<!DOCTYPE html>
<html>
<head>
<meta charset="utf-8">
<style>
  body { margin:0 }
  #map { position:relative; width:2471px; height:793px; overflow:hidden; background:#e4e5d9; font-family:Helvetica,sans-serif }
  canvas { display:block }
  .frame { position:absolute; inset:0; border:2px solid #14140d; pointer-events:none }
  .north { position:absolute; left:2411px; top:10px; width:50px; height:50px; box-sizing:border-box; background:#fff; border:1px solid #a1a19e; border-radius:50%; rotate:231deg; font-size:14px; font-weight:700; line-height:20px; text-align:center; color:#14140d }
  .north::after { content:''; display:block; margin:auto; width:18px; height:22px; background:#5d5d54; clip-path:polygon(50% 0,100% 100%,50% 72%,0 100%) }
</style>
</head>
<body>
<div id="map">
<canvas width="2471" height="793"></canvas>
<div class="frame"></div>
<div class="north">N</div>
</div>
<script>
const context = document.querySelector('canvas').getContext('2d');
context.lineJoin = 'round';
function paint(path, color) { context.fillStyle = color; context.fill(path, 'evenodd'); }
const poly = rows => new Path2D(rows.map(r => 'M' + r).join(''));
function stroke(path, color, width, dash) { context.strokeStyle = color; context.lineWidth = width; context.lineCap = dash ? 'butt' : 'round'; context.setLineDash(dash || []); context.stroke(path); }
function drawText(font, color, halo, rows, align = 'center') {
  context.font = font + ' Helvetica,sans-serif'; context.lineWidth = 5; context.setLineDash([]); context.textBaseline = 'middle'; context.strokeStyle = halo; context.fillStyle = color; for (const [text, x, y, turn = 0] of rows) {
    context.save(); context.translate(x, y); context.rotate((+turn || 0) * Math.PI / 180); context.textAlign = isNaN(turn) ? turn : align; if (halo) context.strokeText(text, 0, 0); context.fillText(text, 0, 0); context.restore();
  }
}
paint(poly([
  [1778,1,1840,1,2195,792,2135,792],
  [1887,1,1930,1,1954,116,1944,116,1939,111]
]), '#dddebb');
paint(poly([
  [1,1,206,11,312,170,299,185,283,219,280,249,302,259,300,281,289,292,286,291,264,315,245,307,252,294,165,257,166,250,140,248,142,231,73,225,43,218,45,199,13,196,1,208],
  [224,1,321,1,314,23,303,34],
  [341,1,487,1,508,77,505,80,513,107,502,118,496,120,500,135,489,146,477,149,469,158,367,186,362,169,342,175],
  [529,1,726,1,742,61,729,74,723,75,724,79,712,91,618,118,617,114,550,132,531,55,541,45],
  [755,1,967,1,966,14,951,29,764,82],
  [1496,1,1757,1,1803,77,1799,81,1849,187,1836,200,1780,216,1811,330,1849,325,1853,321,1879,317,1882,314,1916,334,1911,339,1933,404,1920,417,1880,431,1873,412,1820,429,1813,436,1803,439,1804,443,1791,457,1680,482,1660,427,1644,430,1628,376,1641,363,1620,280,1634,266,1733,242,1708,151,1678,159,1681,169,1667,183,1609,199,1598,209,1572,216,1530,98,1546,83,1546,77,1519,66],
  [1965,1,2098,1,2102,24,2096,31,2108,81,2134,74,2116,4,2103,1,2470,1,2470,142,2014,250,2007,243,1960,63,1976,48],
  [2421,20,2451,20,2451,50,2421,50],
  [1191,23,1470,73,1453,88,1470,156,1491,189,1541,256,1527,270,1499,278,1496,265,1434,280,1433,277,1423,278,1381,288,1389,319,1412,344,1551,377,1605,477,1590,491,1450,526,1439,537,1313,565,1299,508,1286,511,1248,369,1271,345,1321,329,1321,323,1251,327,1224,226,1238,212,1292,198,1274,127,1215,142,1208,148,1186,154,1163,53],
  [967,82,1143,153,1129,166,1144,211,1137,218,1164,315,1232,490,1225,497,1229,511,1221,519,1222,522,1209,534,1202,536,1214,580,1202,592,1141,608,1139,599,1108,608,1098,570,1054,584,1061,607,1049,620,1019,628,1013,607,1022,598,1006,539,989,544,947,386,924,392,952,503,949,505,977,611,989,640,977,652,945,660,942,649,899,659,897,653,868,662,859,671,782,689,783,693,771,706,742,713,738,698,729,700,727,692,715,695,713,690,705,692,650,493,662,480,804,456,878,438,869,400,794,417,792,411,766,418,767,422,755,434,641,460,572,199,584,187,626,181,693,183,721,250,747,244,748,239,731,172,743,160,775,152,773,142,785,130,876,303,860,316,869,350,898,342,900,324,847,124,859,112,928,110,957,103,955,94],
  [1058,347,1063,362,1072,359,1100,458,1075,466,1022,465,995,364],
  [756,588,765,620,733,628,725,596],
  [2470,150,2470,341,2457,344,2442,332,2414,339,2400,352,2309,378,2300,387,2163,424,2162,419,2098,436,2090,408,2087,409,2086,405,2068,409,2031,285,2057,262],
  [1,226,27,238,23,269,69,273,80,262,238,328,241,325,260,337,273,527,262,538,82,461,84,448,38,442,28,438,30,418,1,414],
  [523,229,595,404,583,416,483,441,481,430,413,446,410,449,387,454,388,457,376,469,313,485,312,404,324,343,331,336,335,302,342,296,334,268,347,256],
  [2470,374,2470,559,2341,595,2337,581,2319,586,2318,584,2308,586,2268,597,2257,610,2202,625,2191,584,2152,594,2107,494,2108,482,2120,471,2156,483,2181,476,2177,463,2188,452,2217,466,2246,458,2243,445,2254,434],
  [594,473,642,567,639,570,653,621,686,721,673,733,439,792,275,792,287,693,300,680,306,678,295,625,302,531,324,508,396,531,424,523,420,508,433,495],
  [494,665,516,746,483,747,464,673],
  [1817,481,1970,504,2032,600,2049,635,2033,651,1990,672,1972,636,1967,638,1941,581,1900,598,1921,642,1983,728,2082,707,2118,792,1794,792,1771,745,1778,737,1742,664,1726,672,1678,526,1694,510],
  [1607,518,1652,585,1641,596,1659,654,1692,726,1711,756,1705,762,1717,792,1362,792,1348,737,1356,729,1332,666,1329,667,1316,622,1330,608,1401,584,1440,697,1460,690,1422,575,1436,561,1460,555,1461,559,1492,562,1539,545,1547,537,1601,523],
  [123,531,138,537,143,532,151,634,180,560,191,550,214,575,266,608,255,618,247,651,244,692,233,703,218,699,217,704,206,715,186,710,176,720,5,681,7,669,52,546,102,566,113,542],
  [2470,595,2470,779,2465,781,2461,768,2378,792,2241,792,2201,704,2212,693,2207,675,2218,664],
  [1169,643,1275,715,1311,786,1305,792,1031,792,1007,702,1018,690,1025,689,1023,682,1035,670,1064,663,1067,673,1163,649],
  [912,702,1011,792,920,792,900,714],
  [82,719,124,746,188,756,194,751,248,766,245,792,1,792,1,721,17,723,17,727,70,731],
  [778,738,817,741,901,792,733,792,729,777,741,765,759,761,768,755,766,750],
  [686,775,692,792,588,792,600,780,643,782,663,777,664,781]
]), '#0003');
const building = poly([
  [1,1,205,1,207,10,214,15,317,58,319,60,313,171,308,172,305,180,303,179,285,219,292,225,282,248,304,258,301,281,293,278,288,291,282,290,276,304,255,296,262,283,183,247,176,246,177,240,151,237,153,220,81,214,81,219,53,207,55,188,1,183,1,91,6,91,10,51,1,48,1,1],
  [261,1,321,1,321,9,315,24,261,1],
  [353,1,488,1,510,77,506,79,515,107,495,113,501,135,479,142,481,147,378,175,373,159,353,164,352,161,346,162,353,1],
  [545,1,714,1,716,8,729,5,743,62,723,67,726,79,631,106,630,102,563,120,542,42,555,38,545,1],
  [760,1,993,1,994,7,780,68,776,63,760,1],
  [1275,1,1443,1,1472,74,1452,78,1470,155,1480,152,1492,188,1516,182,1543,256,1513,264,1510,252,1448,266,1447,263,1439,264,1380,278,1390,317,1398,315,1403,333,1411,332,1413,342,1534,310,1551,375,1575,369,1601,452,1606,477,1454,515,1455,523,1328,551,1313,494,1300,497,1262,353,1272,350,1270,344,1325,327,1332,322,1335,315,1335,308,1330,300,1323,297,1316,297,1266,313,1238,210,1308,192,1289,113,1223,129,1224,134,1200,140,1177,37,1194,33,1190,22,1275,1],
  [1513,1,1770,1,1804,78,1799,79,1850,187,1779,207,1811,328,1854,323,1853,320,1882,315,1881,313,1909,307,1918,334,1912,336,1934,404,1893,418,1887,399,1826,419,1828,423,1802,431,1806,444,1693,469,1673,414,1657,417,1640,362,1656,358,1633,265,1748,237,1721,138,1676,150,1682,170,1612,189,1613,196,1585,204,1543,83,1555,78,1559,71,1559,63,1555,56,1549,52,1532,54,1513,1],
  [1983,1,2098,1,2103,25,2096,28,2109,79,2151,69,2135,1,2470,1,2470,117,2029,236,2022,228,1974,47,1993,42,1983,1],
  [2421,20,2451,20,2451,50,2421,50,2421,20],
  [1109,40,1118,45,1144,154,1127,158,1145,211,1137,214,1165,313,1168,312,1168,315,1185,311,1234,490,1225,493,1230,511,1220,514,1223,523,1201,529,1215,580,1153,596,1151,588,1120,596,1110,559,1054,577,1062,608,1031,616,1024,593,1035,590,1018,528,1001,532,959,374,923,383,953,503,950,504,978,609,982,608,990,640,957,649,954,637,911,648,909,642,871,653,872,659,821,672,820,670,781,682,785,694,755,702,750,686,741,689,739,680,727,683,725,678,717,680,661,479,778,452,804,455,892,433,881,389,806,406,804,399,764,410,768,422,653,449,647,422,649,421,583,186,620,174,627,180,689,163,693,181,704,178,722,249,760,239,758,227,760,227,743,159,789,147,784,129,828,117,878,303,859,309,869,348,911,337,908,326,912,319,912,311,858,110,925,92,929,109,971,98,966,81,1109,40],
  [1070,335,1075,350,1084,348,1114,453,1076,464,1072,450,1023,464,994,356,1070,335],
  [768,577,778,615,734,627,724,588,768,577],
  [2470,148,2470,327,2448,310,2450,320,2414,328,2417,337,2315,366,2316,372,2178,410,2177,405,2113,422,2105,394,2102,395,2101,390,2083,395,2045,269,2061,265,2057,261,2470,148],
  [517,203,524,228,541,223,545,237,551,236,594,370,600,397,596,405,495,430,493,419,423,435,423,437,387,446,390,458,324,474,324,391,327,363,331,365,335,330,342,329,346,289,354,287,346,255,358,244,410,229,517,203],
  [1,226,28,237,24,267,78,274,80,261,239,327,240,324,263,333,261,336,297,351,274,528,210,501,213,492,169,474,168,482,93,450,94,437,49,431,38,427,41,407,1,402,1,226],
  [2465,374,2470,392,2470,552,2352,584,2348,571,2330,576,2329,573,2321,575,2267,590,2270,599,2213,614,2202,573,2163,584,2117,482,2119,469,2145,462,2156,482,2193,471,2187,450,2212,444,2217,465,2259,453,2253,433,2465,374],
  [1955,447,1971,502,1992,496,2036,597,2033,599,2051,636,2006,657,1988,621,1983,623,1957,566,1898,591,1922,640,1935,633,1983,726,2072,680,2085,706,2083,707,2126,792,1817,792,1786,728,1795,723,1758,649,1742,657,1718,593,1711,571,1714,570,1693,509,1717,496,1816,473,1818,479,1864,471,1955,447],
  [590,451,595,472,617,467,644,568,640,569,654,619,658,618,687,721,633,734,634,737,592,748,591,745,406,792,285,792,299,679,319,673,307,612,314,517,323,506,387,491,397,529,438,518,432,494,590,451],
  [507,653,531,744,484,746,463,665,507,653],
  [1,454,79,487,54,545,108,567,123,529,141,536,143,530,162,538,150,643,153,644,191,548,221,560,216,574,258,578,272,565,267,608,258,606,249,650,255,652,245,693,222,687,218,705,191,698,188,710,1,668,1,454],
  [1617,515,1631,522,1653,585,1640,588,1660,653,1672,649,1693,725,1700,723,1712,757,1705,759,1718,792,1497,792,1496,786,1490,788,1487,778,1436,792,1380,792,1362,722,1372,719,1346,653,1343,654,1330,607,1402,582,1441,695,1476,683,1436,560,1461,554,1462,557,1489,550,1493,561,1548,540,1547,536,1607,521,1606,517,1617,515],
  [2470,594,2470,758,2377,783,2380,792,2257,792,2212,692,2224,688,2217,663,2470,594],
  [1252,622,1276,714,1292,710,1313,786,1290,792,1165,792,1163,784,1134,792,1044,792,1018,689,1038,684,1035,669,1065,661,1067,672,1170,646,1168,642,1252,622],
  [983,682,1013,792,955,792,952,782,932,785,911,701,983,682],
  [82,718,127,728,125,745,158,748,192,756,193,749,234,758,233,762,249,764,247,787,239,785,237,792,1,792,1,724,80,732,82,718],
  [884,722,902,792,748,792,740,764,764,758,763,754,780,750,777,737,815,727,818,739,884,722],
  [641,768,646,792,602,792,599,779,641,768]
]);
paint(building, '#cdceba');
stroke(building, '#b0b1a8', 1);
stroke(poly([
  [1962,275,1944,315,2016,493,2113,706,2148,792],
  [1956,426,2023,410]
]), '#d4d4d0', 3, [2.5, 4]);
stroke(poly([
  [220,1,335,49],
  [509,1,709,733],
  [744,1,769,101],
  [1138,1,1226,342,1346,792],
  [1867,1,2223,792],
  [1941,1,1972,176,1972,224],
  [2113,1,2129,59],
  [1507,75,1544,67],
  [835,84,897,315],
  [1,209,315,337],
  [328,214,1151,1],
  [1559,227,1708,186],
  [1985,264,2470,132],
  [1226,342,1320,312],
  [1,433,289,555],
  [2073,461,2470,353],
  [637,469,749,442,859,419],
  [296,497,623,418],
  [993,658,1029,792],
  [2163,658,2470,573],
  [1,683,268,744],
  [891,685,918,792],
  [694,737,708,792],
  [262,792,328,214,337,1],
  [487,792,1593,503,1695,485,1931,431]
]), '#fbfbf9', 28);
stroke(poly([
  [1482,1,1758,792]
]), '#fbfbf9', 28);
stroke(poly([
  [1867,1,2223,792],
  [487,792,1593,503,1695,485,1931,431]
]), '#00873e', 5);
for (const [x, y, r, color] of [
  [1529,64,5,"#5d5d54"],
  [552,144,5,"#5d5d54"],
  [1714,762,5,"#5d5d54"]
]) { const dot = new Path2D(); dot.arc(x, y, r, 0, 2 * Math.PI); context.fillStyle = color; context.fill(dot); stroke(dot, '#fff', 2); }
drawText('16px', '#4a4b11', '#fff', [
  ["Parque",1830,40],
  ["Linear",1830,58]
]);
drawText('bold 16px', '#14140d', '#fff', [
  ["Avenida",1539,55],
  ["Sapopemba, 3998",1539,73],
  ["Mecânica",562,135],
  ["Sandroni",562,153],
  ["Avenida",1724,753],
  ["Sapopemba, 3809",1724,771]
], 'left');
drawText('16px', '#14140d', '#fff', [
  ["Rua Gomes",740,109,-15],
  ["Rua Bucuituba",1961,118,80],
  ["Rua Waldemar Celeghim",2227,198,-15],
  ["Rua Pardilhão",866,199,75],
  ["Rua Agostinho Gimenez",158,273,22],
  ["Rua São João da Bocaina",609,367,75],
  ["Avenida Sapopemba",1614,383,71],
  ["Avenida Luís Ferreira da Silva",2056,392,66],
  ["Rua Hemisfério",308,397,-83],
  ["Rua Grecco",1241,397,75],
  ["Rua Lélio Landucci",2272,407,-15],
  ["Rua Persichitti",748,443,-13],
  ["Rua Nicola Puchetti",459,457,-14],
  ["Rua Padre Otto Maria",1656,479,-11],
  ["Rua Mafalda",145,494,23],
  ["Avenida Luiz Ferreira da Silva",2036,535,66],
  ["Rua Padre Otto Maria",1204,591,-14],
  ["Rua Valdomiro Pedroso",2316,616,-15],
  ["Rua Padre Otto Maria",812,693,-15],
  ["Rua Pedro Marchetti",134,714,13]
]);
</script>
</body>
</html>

---------------

Every line in the data above that contains the word "strokeStyle" should be copied.

# Response to the exercise:
function stroke(path, color, width, dash) { context.strokeStyle = color; context.lineWidth = width; context.lineCap = dash ? 'butt' : 'round'; context.setLineDash(dash || []); context.stroke(path); }
  context.font = font + ' Helvetica,sans-serif'; context.lineWidth = 5; context.setLineDash([]); context.textBaseline = 'middle'; context.strokeStyle = halo; context.fillStyle = color; for (const [text, x, y, turn = 0] of rows) {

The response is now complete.